[Collected data]
━━━━━━━━━━━━━━━━

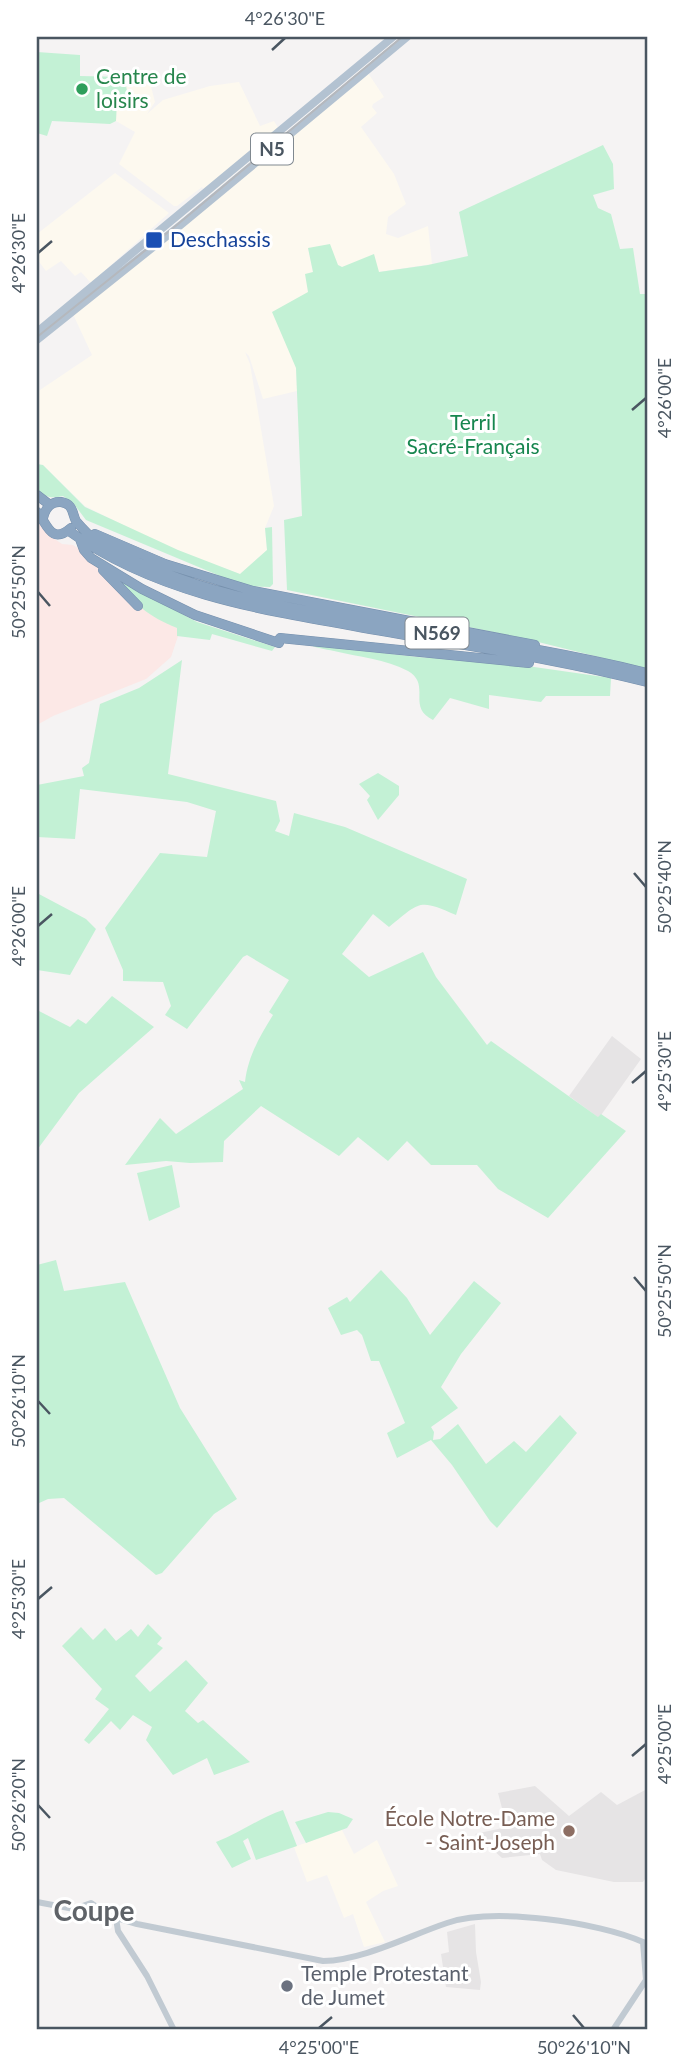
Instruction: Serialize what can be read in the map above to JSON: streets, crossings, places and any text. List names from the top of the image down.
{
  "streets": {
    "highway": ["N569"],
    "main road": ["N5"]
  },
  "districts": ["Coupe"],
  "parks": ["Terril Sacré-Français"],
  "places": {
    "other": ["Centre de loisirs", "École Notre-Dame - Saint-Joseph", "Temple Protestant de Jumet"],
    "transit": ["Deschassis"]
  },
  "coordinates": [
    "4°26'30\"E",
    "4°26'00\"E",
    "50°25'50\"N",
    "50°25'40\"N",
    "4°25'30\"E",
    "50°26'10\"N",
    "4°25'00\"E",
    "50°26'20\"N"
  ]
}
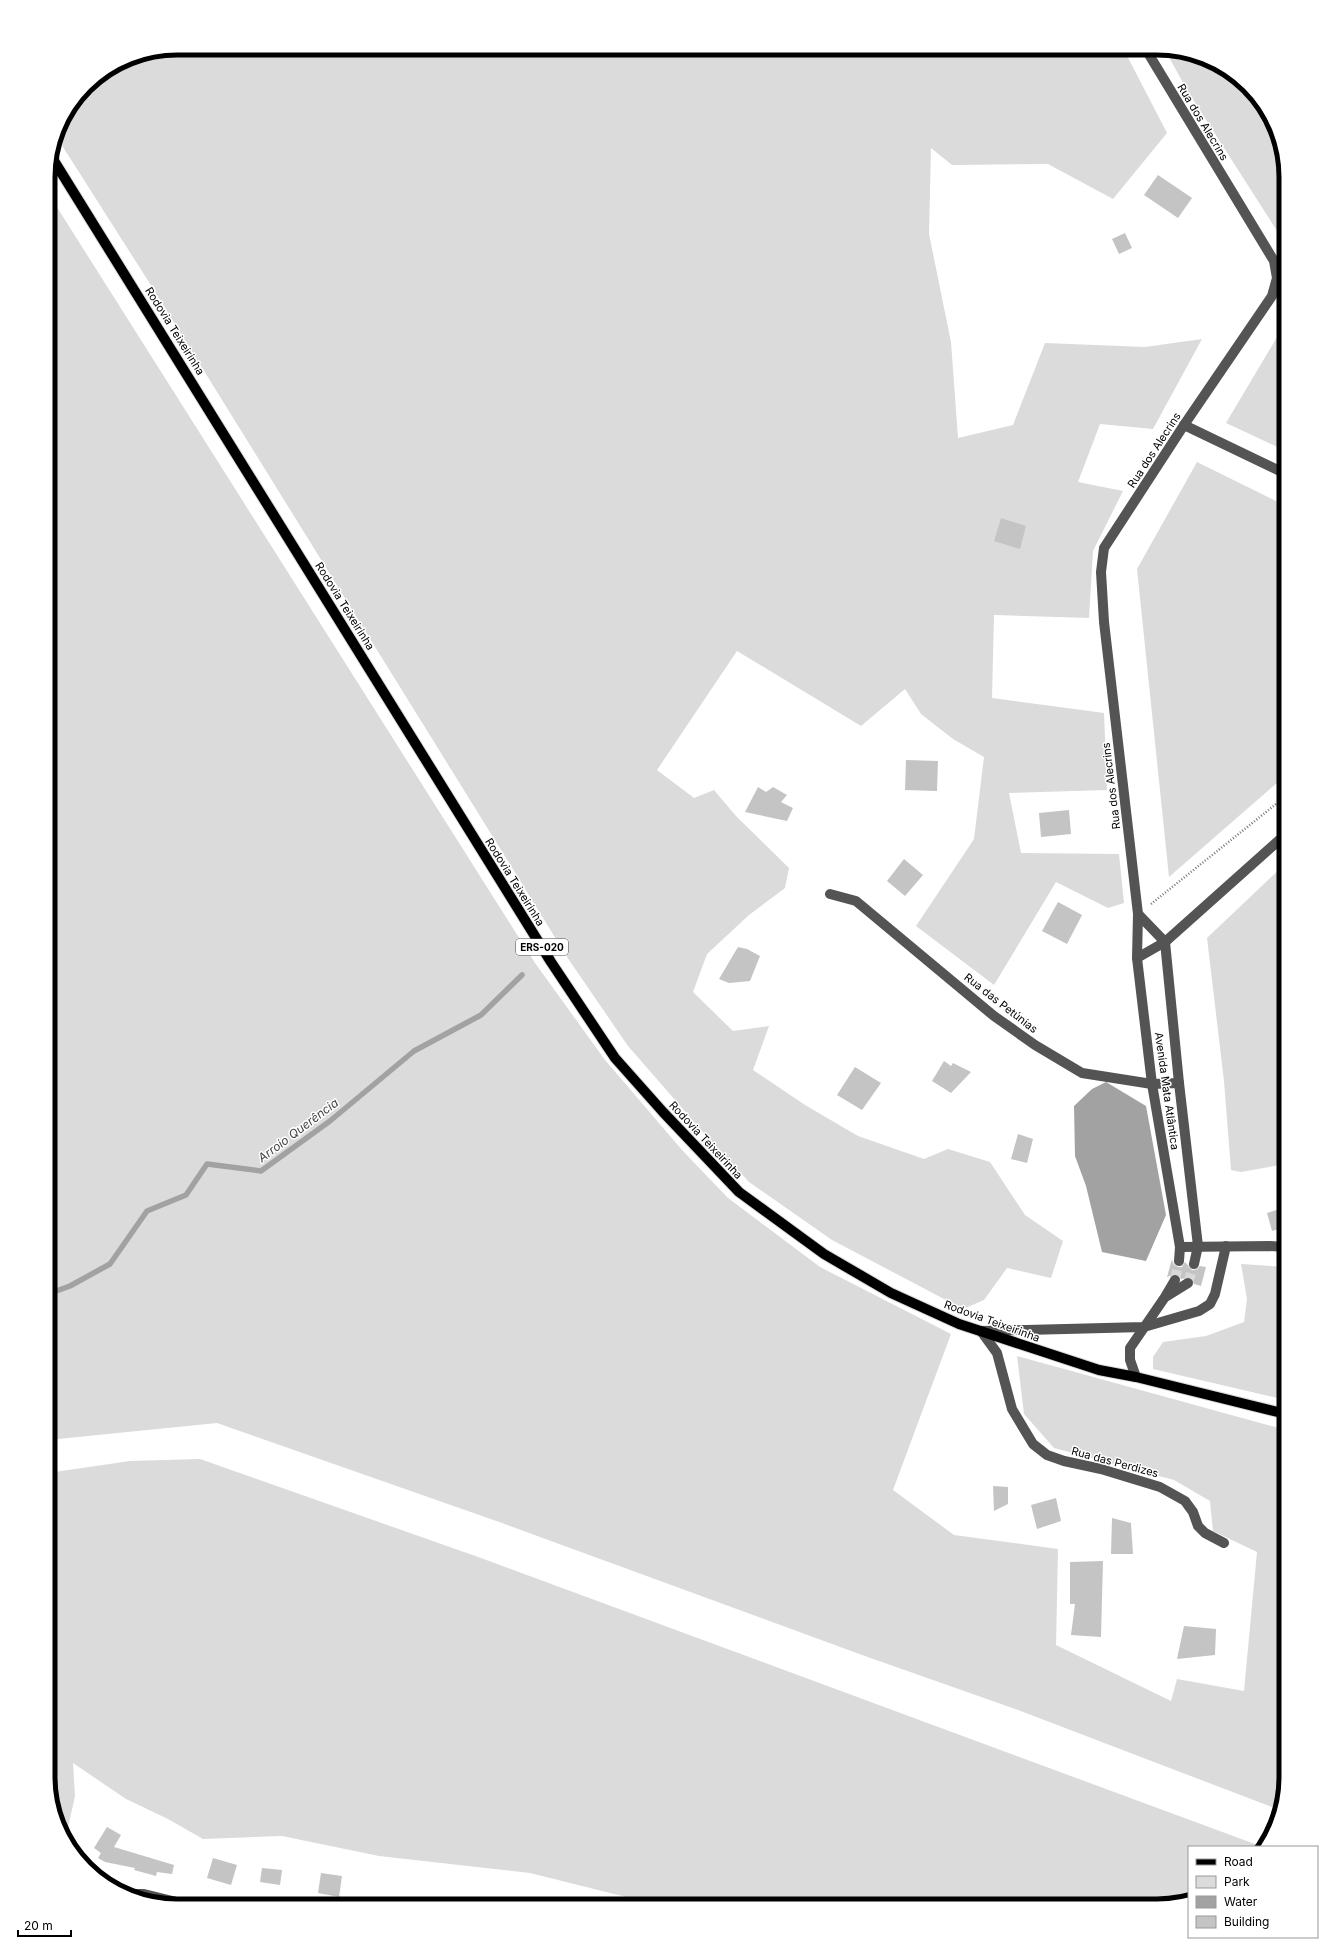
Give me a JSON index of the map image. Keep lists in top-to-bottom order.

━━━━━━━━━━━━━━━━

Set the entries down again exactly. Do not include the images.

*Solution to this problem*
Instruction: Serialize what can be read in the map above to JSON: streets, crossings, places and any text. List names from the top of the image down.
{
  "streets": {
    "highway": ["N569"],
    "main road": ["N5"]
  },
  "districts": ["Coupe"],
  "parks": ["Terril Sacré-Français"],
  "places": {
    "other": ["Centre de loisirs", "École Notre-Dame - Saint-Joseph", "Temple Protestant de Jumet"],
    "transit": ["Deschassis"]
  },
  "coordinates": [
    "4°26'30\"E",
    "4°26'00\"E",
    "50°25'50\"N",
    "50°25'40\"N",
    "4°25'30\"E",
    "50°26'10\"N",
    "4°25'00\"E",
    "50°26'20\"N"
  ]
}
Give me a JSON index of the map image. Keep lists in top-to-bottom order.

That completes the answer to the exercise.